Abstract

Contributed Talk - Splinter Exoplanets

Thursday, 24 September 2020, 12:15   (virtual room D)

The Recycling of Planetary Proto-Atmospheres

T. Moldenhauer, R. Kuiper, W. Kley, C. W. Ormel
Universität Tübingen, Germany; Tsinghua University, China

Protoplanets formed by core accretion can become massive enough to accrete gas from the disk they are born in. If the planetary proto-atmosphere exceeds a critical mass, runaway gas accretion starts and the planetary atmosphere collapses into a gas giant. In recent years, many close-in super-Earths have been observed which raises the question on how they avoided becoming hot Jupiters.
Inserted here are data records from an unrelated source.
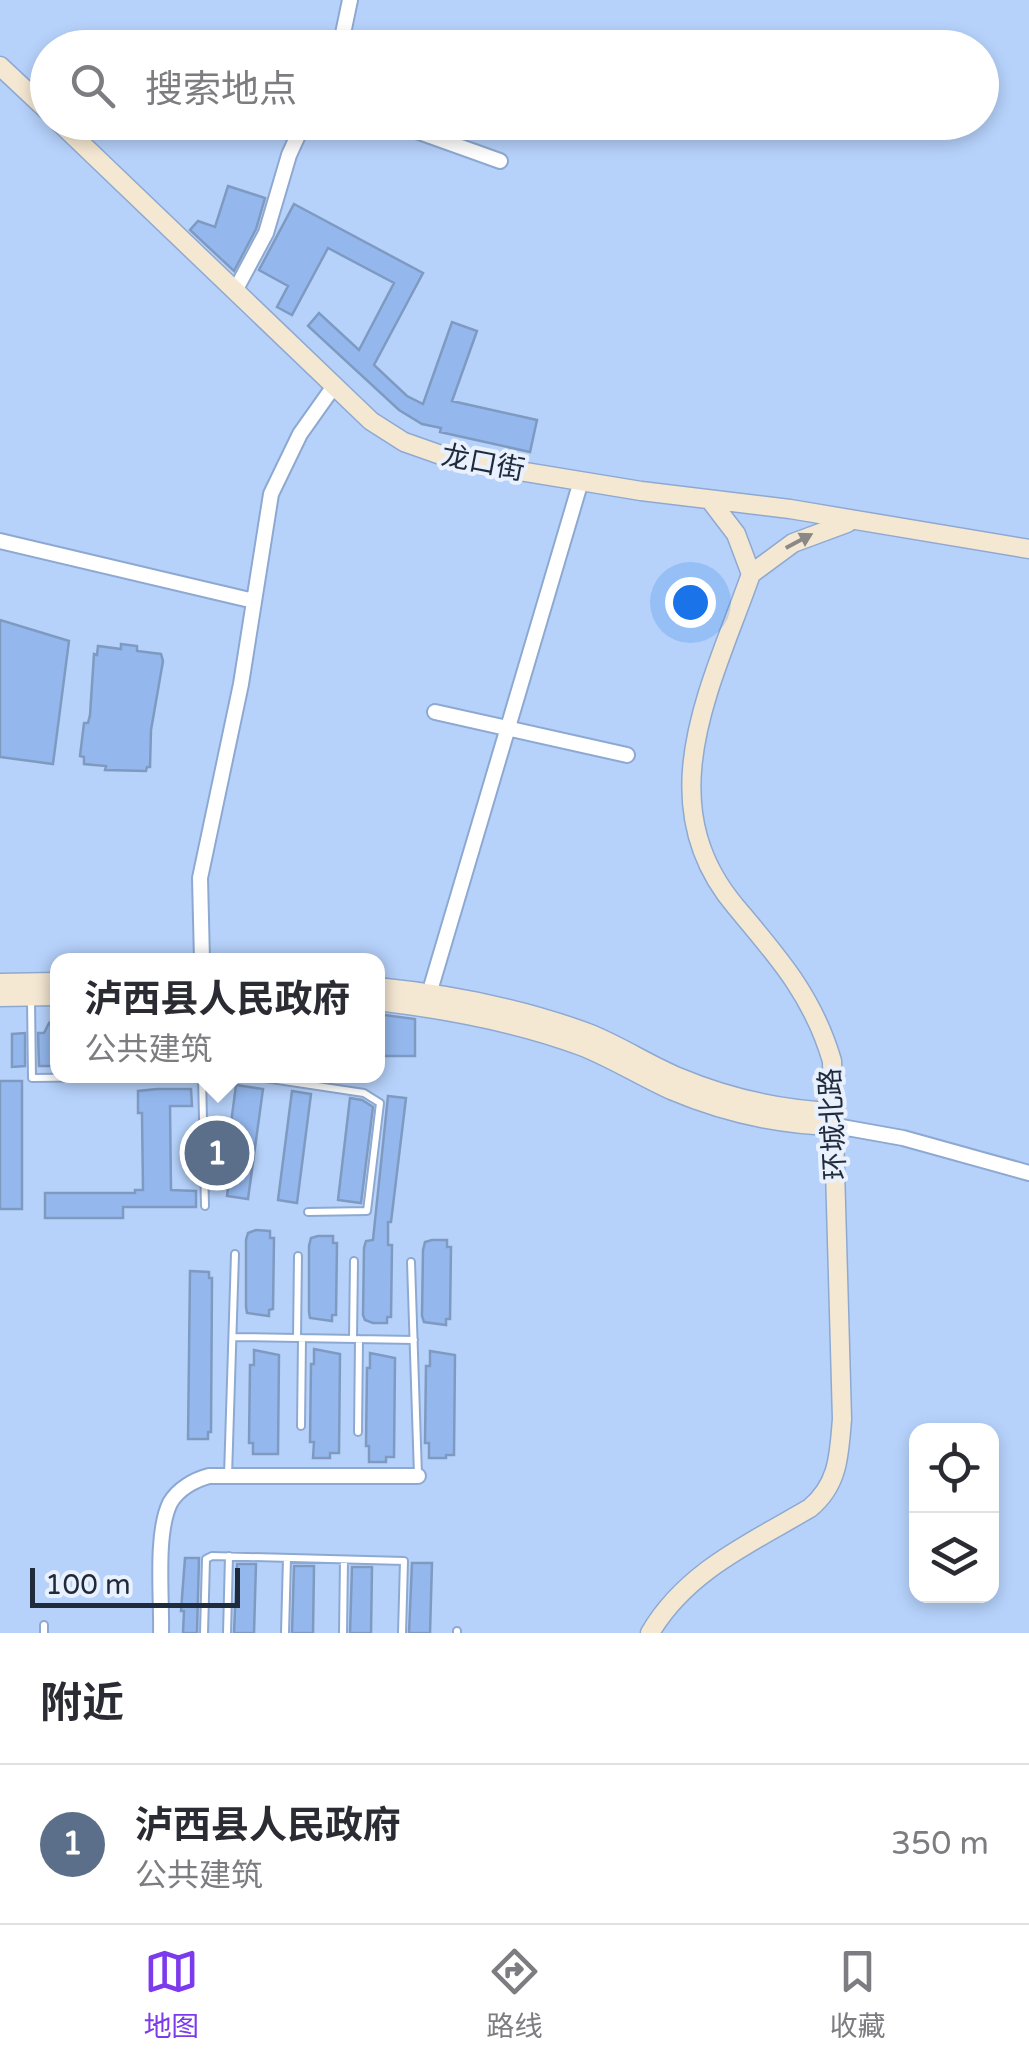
<!DOCTYPE html>
<html lang="zh">
<head>
<meta charset="utf-8">
<style>
  body { margin:0; font-family:"Varela Round","Noto Sans SC",sans-serif; background:#f7f7f7; color:#2b2b33 }
  .controls { position:absolute; right:30px; bottom:30px; display:grid; overflow:hidden; border-radius:20px; box-shadow:0 5px 15px #0003 }
  .controls button { width:90px; height:90px; display:grid; place-items:center; padding:0; border:0; border-bottom:2px solid #e1e1e2; background:#fff; color:#2b2b33; font:50px sans-serif }
  .scale { position:absolute; left:30px; bottom:25px; width:210px; box-sizing:border-box; padding-left:10px; border:5px solid #1f2a3a; border-top:0; font-size:28px; line-height:35px; white-space:nowrap; color:#1f2a3a; -webkit-text-stroke:8px #e9f1fe; paint-order:stroke }
  .you { position:absolute; left:690px; top:602px; width:35px; height:35px; margin:-25px; border:8px solid #fff; border-radius:50%; background:#1a73e8; box-shadow:0 0 0 15px #1a73e833 }
  .badge { display:grid; place-items:center; width:65px; height:65px; border-radius:50%; background:#7c3aed; color:#fff; font-size:32px; font-weight:700 }
  .pin { position:absolute; translate:-50% -50%; border:5px solid #fff; box-shadow:0 2px 10px #0006 }
  .popup { position:absolute; left:50px; top:953px; width:335px; height:130px; box-sizing:border-box; display:grid; place-content:center; border-radius:20px; background:#fff; filter:drop-shadow(0 2px 8px #0005); font-size:32px; white-space:nowrap; color:#7c7c81 }
  .popup b { font-size:38px; color:#2b2b33 }
  .popup::after { content:''; position:absolute; left:50%; top:100%; margin-left:-20px; border:20px solid transparent; border-top-color:#fff }
  .list { margin:0; padding:0; list-style:none }
  h2 { display:flex; justify-content:space-between; align-items:center; height:130px; margin:0; padding:0 40px; font-size:42px }
  h2 small { font-size:32px; font-weight:400; color:#7c7c81 }
  .list li { display:grid; grid-template-columns:65px 1fr auto; gap:30px; align-items:center; box-sizing:border-box; height:160px; padding:0 40px; border-top:2px solid #e1e1e2 }
  .list b { display:block; font-size:38px; white-space:nowrap }
  .list p { margin:0; font-size:32px; white-space:nowrap; color:#7c7c81 }
  .list em { font-size:32px; font-style:normal; color:#7c7c81 }
  .icon { flex:none; width:55px; height:55px; fill:none; stroke:currentColor; stroke-width:2; stroke-linecap:round; stroke-linejoin:round }
  .map { position:relative; flex:none; width:1029px; height:1633px; overflow:hidden }
  .search { position:absolute; background:#fff; box-shadow:0 5px 15px #0003; left:30px; right:30px; top:30px; height:110px; display:flex; align-items:center; gap:25px; box-sizing:border-box; padding:0 35px; border-radius:55px; color:#7c7c81; font-size:38px }
  .sheet { height:290px; background:#fff }
  nav { display:flex; justify-content:space-around; align-items:center; box-sizing:border-box; height:140px; border-top:2px solid #e1e1e2; background:#fff; font-size:28px; color:#7c7c81 }
  nav a { display:grid; justify-items:center; gap:5px }
  nav .on { color:#7c3aed }
  .map>svg:first-child { display:block }
  .building { fill:#94b8ee; stroke:#7f9ac1; stroke-width:2.5 }
  .lines { fill:none; stroke-linecap:round; stroke-linejoin:round }
  .lane-casing { stroke:#8ea9d1; stroke-width:10 }
  .street-casing { stroke:#8ea9d1; stroke-width:18 }
  .secondary-casing { stroke:#8ea9d1; stroke-width:21 }
  .lane { stroke:#fff; stroke-width:6 }
  .street { stroke:#fff; stroke-width:14 }
  .secondary { stroke:#f5e8d3; stroke-width:18 }
  .oneway { fill:#8a8986 }
  .labels { text-anchor:middle; dominant-baseline:central; stroke-width:8; stroke-linejoin:round; paint-order:stroke }
  .street-label { font-size:28px; fill:#1f2a3a; stroke:#e9f1fe }
</style>
</head>
<body>
<div class="map">
<svg width="1029" height="1633" viewBox="0 0 1029 1633">
  <rect width="100%" height="100%" fill="#b6d2fb"/>
  <path class="building" d="M 228,186 L 265,198 L 256,229 L 234,271 L 190,230 L 198,221 L 215,227 Z
    M 294,204 L 423,273 L 374,365 L 407,396 L 423,404 L 452,322 L 477,331 L 452,401 L 537,420 L 530,452 L 440,432 L 441,428 L 422,424 L 399,410 L 308,326 L 319,313 L 359,350 L 394,283 L 328,248 L 292,315 L 277,307 L 288,286 L 259,270 Z
    M 0,620 L 69,641 L 53,764 L 0,757 Z
    M 121,644 L 137,646 L 137,651 L 161,654 L 163,661 L 151,730 L 150,767 L 147,767 L 146,771 L 105,770 L 106,766 L 84,764 L 84,757 L 80,756 L 84,723 L 88,723 L 90,715 L 94,654 L 97,655 L 98,646 L 121,649 Z
    M 377,1014 L 415,1019 L 415,1056 L 377,1056 Z
    M 49,1023 L 57,1033 L 57,1066 L 39,1066 L 38,1033 L 44,1033 Z
    M 25,1033 L 25,1066 L 12,1067 L 12,1034 Z
    M 0,1081 L 22,1081 L 22,1209 L 0,1209 Z
    M 236,1085 L 263,1089 L 248,1199 L 227,1196 L 235,1132 L 230,1131 Z
    M 157,1089 L 191,1089 L 192,1106 L 170,1106 L 171,1190 L 196,1191 L 196,1207 L 123,1207 L 123,1218 L 45,1218 L 45,1193 L 135,1193 L 135,1190 L 143,1190 L 142,1113 L 138,1113 L 138,1091 Z
    M 292,1091 L 311,1094 L 297,1203 L 278,1200 Z
    M 388,1096 L 406,1098 L 391,1222 L 388,1222 L 388,1245 L 392,1245 L 391,1317 L 387,1317 L 387,1323 L 373,1323 L 365,1320 L 363,1315 L 364,1248 L 366,1241 L 373,1240 Z
    M 350,1098 L 362,1100 L 373,1107 L 361,1203 L 338,1200 Z
    M 256,1230 L 270,1231 L 270,1238 L 274,1238 L 273,1309 L 269,1310 L 269,1316 L 247,1313 L 246,1307 L 246,1240 L 248,1233 Z
    M 318,1236 L 333,1236 L 333,1243 L 337,1243 L 336,1315 L 332,1315 L 332,1321 L 310,1318 L 309,1312 L 309,1246 L 311,1238 Z
    M 432,1240 L 447,1240 L 447,1247 L 451,1247 L 450,1319 L 446,1319 L 446,1325 L 424,1322 L 422,1316 L 423,1250 L 425,1242 Z
    M 190,1271 L 209,1272 L 209,1278 L 212,1278 L 211,1432 L 208,1432 L 208,1439 L 188,1439 Z
    M 314,1349 L 340,1354 L 339,1453 L 330,1453 L 330,1458 L 313,1458 L 314,1442 L 310,1442 L 311,1364 L 314,1364 Z
    M 254,1350 L 279,1355 L 278,1454 L 253,1454 L 253,1443 L 249,1443 L 250,1365 L 254,1365 Z
    M 430,1351 L 455,1355 L 454,1455 L 446,1455 L 446,1458 L 429,1458 L 429,1443 L 425,1443 L 426,1366 L 430,1366 Z
    M 370,1353 L 395,1358 L 394,1457 L 386,1457 L 386,1462 L 369,1462 L 369,1446 L 366,1446 L 367,1368 L 370,1368 Z
    M 185,1558 L 199,1558 L 197,1633 L 183,1633 L 184,1611 L 181,1611 Z
    M 412,1563 L 432,1563 L 430,1633 L 409,1633 Z
    M 237,1564 L 256,1564 L 254,1633 L 234,1633 Z
    M 294,1566 L 314,1566 L 313,1633 L 292,1633 Z
    M 352,1567 L 372,1567 L 371,1633 L 350,1633 Z"/>
  <g class="lines">
    <g class="lane-casing">
      <path id="lane" d="M 31,1000 L 32,1078 L 218,1076
        M 202,1076 L 205,1206
        M 251,1076 L 364,1093 L 380,1103 L 367,1211 L 308,1212
        M 411,1262 L 418,1475
        M 234,1337 L 414,1340
        M 297,1338 L 298,1256
        M 353,1339 L 354,1261
        M 301,1426 L 302,1338
        M 358,1432 L 359,1339
        M 228,1476 L 235,1254
        M 44,1633 L 44,1625
        M 204,1633 L 206,1559 L 212,1556 L 404,1561 L 402,1633
        M 227,1633 L 229,1556
        M 285,1633 L 287,1558
        M 343,1633 L 344,1560
        M 457,1633 L 457,1631"/>
    </g>
    <g class="street-casing">
      <path id="street" d="M 340,48 L 350,0
        M 391,122 L 500,161
        M 235,291 L 266,233 L 289,155 L 304,122
        M 0,541 L 254,601
        M 435,712 L 627,755
        M 202,960 L 200,878 L 241,684 L 271,494 L 300,434 L 334,386
        M 429,994 L 581,481
        M 836,1126 L 903,1138 L 1029,1173
        M 161,1633 C 162,1598 155,1534 170,1503 C 178,1489 194,1480 209,1476 L 418,1476"/>
    </g>
    <g class="secondary-casing">
      <path id="secondary" d="M 0,66 L 48,111
        M 59,122 L 371,421 L 404,442 L 458,461 L 641,491 L 790,509 L 1029,549
        M 710,500 L 736,534 L 751,574
        M 751,574 L 793,543 L 847,523
        M 0,983 L 57,982
        M 377,987 C 447,994 521,1008 588,1033 C 619,1045 647,1064 678,1077 C 728,1098 781,1110 836,1112
        M 0,997 L 57,996
        M 377,1001 C 445,1009 516,1022 581,1046 C 612,1058 640,1076 671,1090 C 723,1112 779,1125 836,1126
        M 650,1633 C 686,1571 751,1543 810,1508 C 839,1484 839,1454 842,1419 L 832,1061 C 813,996 778,957 736,907 C 647,802 712,685 751,574"/>
    </g>
    <use href="#lane" class="lane"/>
    <use href="#street" class="street"/>
    <use href="#secondary" class="secondary"/>
  </g>
  <defs><path id="oneway-solid" d="M-6-.8H1V-3.2L6.5 0L1 3.2V.8H-6Z" transform="scale(2.5)"/></defs>
  <use class="oneway" href="#oneway-solid" transform="translate(799 541) rotate(-28)"/>
  <g class="labels">
    <g class="street-label">
      <text transform="translate(483 463) rotate(11)">龙口街</text>
      <text transform="translate(833 1124) rotate(-93)">环城北路</text>
    </g>
  </g>
</svg>
<div class="controls">
<button><svg class="icon" aria-label="locate" viewBox="0 0 24 24"><circle cx="12" cy="12" r="6"/><path d="M12 2v4M12 18v4M2 12h4M18 12h4"/></svg></button>
<button><svg class="icon" aria-label="layers" viewBox="0 0 24 24"><path d="M12 4l9 5-9 5-9-5zM3 14l9 5 9-5"/></svg></button>
</div>
<div class="scale">100 m</div>
<div class="you"></div>
<div class="pin badge" style="left:217px;top:1153px;background:#5c6f8a">1</div>
<div class="popup"><b>泸西县人民政府</b>公共建筑</div>
<div class="search"><svg class="icon" aria-label="search" viewBox="0 0 24 24"><circle cx="10" cy="10" r="6"/><path d="M15 15l6 6"/></svg>搜索地点</div>
</div>
<section class="sheet">
<h2>附近<small></small></h2>
<ul class="list">
<li><span class="badge" style="background:#5c6f8a">1</span><div><b>泸西县人民政府</b><p>公共建筑</p></div><em>350 m</em></li>
</ul>
</section>
<nav>
<a class="on"><svg class="icon" aria-label="map" viewBox="0 0 24 24"><path d="M3 6l6-2 6 2 6-2v14l-6 2-6-2-6 2zM9 4v14M15 6v14"/></svg>地图</a>
<a><svg class="icon" aria-label="directions" viewBox="0 0 24 24"><path d="M12 3l9 9-9 9-9-9zM9 14v-3h6M13 9l2 2-2 2"/></svg>路线</a>
<a><svg class="icon" aria-label="saved" viewBox="0 0 24 24"><path d="M7 4h10v16l-5-4-5 4z"/></svg>收藏</a>
</nav>
</body>
</html>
We investigate the recycling hypothesis as a possible mechanism to avoid the collapse of the atmosphere. We use three-dimensional radiation-hydrodynamics to simulate the formation of proto-atmosphere in the local frame around the planet. In post-processing we use tracer particles to calculate the shape of the atmosphere and determine the non-uniform recycling timescale in a quantitative manner. Our simulations converge to a quasi-steady state where the velocity field of the gas does not change anymore. For the parameter we space explored, a = 0.1 au, M_c ∈ [1, 2, 5] M_Earth , we find that recycling of the atmosphere counteracts the collapse by preventing the gas from cooling efficiently.